Zadania domowe są dla wielu nauczycieli punktem honoru. Każdy tuż po dzwonku zapisuje na tablicy strony, które należy przerobić w domu, a na początku lekcji dokładnie je sprawdza. Jednak czy to aby nie mija się z celem? W końcu dziś zadania domowe odrabia za nas internet i nie zawsze służą one utrwaleniu w nas czegoś albo sprawdzeniu, co wynieśliśmy z lekcji, szczególnie jeśli nauczyciel nie jest zainteresowany sprawdzeniem ich.
Dokończenie materiału z lekcji
Czasami na lekcji nie uda nam się wszystkiego przerobić i niekoniecznie będzie to wina nauczyciela. Czasami to uczniowie robią wszystko, żeby lekcja nie mogła przebiegać sprawnie i w nagrodę muszą wszystko robić na swoją rękę. Zadania domowe mogą więc wynikać z ilości nieprzerobionego materiału. Czasami wymaga się od nas tylko, żebyśmy przeczytali do końca dział w podręczniku, a czasami mamy zrobić prezentację z najważniejszymi wiadomościami, ale ma to nas skłonić do samodzielnego ukończenia tematu. W ten sposób nauczyciel oszczędza czas, ale przy okazji przerzuca swoje obowiązku na uczniów.

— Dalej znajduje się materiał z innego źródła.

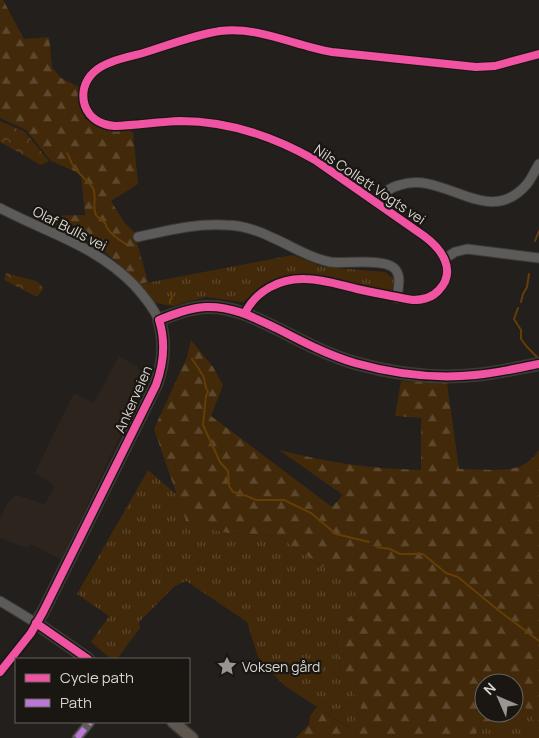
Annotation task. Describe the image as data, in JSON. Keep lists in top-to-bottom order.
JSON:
{
  "streets": {
    "main road": ["Ankerveien"],
    "street": ["Nils Collett Vogts vei", "Olaf Bulls vei"]
  },
  "crossings": [
    ["Olaf Bulls vei", "Ankerveien"]
  ],
  "places": {
    "place": ["Voksen gård"]
  },
  "legend": ["Cycle path", "Path"],
  "north": "top left"
}
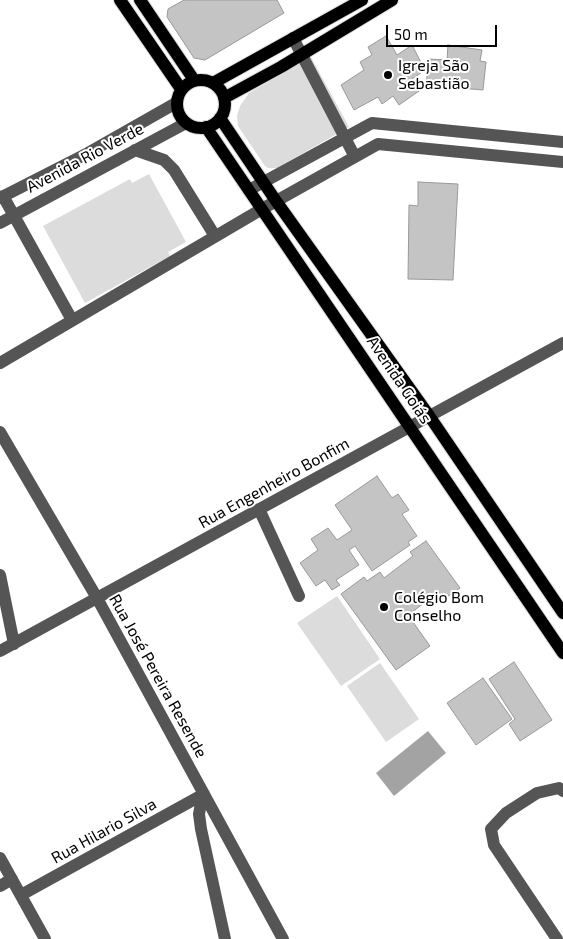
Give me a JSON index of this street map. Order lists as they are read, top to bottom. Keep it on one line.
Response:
{"streets":{"main road":["Avenida Goiás"],"street":["Avenida Rio Verde","Rua Engenheiro Bonfim","Rua José Pereira Resende","Rua Hilario Silva"]},"crossings":[["Avenida Rio Verde","Avenida Goiás"],["Avenida Goiás","Rua Engenheiro Bonfim"],["Rua Engenheiro Bonfim","Rua José Pereira Resende"],["Rua José Pereira Resende","Rua Hilario Silva"]],"places":["Igreja São Sebastião","Colégio Bom Conselho"],"scale_bar":"50 m"}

Utrwalenie nowych i podstawowych umiejętności
Na niektórych przedmiotach uczymy się bardzo ważnych rzeczy, takich jak pisanie rozprawki czy pisanie w ogóle w młodszych klasach. Zadania, które wymagają od nas kreatywności albo wykazania się swoją osobistą wiedzą bardzo często mają na celu utrwalenie w nas tego, co jest naprawdę ważne. I tak na języku polskim często będziesz coś pisać, ale przeważnie będzie to miało na celu zachęcenie Cię do utrwalenia sobie form wypowiedzi pisemnych, żeby na maturze albo innym egzaminie nic Cię nie zaskoczyło. Wtedy zadania domowe są jak najbardziej sensowne i nie powinniśmy ich sobie odpuszczać.
Zmuszenie dziecka do pracy w domu
Niestety najczęściej zadania domowe mają bardzo nieprzyjemny cel: zapełnienie czasu dziecka i nic poza tym. Kiedy nauczyciel zadaje nam cokolwiek, żebyśmy mieli co robić, a potem nawet nie sprawdza, czy mamy naszą pracę, to coś jest ewidentnie nie tak. Dziś bardzo wielu nauczycieli nie zdaje sobie sprawy, że zadania domowe nie pomagają ich uczniom w żadnym stopniu, a jedynie zabierają im cenny czas, który mogliby przeznaczyć na coś lepszego. I nawet jeśli tym czymś miałyby być gry komputerowe, to naszym zadaniem jest pozwolić dziecku na relaks i samodzielne dysponowanie jego czasem.
W taki sposób zniechęca się dzieci do nauki. Ileż można rozwiązywać żmudne i powtarzalne zadania.